Lincolnshire Police’s Chief Insp Paul Timmins argued that the police do take account of public feelings and said the perceptions about what people feel in the town were ‘just as important as the reality of crime’.
His comments came after residents raised fears that the town was unsafe following the double murder on April 21, in which two people died of stab wounds in Red Lion Street.
He said: “To people who are feeling unsafe, we have upped our patrols in the Boston area for the purpose of public reassurance.
“If people are seeing or hearing things they’re worried about, please report them.”
He also defended Supt Kieran English after readers disputed a statement by the senior officer last week saying the town was safe in the aftermath of the killings.
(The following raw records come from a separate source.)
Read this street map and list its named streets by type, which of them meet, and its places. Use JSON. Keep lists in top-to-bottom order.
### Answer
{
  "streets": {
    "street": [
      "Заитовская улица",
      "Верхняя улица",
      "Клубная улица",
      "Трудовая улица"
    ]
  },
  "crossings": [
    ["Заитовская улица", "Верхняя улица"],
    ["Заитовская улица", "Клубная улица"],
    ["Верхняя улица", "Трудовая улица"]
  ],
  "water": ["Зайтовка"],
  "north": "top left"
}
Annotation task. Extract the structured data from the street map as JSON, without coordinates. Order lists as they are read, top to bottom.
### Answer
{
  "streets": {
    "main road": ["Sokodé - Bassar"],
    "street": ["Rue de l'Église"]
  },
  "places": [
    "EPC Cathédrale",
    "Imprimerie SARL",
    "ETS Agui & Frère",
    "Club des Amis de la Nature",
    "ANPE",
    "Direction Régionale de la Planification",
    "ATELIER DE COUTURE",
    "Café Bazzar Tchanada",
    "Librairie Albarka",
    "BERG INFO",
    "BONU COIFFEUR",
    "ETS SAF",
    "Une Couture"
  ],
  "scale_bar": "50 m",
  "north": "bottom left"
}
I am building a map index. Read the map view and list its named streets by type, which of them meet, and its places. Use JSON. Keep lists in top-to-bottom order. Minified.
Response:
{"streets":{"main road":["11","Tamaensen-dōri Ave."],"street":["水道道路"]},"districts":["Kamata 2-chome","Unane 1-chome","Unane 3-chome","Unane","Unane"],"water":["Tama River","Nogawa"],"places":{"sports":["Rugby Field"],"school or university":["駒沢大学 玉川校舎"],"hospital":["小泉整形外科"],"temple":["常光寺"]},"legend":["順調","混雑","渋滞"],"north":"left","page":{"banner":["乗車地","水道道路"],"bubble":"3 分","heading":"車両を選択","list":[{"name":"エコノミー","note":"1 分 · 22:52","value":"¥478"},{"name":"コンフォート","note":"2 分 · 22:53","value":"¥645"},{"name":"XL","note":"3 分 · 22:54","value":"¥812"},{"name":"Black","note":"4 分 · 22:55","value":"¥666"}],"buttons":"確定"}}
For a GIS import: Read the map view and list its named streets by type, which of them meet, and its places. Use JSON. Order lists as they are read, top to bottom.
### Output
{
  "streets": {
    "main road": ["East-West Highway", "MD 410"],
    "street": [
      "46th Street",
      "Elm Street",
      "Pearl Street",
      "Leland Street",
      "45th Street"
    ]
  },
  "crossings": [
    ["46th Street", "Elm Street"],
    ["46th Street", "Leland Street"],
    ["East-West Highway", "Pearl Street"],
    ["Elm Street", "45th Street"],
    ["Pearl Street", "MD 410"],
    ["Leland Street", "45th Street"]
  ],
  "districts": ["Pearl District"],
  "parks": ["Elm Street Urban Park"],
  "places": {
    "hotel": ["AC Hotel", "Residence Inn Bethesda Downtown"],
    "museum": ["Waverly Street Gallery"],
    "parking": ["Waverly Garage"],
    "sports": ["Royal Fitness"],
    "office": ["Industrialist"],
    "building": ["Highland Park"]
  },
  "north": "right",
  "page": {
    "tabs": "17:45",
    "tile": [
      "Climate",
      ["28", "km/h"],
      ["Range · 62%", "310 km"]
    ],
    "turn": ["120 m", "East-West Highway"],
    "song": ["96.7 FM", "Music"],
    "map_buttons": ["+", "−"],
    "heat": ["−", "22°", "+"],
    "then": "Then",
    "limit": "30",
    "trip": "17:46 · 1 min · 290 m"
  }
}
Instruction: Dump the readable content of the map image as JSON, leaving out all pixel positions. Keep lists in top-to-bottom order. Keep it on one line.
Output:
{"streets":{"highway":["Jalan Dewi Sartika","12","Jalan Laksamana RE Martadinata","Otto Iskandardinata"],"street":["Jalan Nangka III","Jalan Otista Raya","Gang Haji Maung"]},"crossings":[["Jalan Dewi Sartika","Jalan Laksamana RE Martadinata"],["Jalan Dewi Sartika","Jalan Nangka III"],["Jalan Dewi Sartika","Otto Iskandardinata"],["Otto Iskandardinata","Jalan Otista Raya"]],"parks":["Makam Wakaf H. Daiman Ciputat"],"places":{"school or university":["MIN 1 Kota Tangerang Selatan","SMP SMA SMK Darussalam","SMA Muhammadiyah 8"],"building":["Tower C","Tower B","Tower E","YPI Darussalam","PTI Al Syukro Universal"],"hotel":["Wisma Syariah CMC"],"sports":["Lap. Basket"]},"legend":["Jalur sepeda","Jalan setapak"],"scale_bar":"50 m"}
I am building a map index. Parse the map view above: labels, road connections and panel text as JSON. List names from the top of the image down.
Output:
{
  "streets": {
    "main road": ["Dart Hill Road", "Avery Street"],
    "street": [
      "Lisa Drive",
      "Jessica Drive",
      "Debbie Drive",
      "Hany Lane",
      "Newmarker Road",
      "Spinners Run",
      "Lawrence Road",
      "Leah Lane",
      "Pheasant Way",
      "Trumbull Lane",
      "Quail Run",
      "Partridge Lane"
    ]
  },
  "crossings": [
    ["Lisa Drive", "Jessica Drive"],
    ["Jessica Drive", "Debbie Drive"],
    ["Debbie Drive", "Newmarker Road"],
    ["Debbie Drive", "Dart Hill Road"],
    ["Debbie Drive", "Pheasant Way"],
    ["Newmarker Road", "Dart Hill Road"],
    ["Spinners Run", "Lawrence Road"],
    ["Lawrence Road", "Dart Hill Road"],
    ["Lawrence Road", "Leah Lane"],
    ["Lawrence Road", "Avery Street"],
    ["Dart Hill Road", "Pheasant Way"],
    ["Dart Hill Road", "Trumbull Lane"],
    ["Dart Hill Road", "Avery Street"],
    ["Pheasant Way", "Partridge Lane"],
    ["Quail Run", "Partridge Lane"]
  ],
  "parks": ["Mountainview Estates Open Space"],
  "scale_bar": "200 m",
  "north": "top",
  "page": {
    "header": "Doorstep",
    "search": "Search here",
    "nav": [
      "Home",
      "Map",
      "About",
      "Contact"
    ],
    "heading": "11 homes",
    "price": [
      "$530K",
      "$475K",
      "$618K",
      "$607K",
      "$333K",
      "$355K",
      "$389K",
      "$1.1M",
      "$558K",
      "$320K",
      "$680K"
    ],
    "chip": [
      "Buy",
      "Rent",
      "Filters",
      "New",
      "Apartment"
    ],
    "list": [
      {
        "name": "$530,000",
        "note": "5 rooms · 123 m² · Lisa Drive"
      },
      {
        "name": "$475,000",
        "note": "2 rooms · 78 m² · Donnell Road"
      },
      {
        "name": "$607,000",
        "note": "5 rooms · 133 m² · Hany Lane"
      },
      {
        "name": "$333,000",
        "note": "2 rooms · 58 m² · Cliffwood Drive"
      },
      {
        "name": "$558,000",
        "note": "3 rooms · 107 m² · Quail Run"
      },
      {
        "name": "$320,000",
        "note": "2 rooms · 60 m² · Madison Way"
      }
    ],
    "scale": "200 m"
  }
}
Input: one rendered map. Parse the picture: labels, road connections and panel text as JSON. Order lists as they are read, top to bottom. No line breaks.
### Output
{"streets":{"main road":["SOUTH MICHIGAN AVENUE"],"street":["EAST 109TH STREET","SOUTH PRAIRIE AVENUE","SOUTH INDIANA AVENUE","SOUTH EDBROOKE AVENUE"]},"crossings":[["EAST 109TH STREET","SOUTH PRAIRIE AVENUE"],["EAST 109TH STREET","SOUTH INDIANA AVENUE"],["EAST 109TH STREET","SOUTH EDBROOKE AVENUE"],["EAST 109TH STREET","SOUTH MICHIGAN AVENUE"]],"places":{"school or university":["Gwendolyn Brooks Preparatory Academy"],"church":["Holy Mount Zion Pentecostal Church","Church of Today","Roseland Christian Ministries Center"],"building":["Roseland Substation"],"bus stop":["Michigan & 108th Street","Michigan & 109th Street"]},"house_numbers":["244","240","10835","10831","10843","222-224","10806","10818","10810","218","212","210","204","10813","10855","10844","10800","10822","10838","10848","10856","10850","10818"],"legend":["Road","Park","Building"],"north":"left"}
Many questioned whether he knew the town well and pointed out that five people – Janusz Smoderek, Jan Pawel Stochnialek, Joao Costa, Darren Harwood and Charlotte Piccaver – have now been murdered in Boston since September 2011.
Chief Insp Timmins said their roles within the force often take them out into the towns across the county and said he liked to ‘stay in touch with that’s going on around the area’.
He said: “We’re aware that in Boston there is a feeling of unease within the town and myself and the rest of the senior management team will be out around Boston in the next few days ensuring we experience what people are saying there is.
“Mr English is a very proactive officer and spends a lot of time out on foot in the areas he’s got command of.”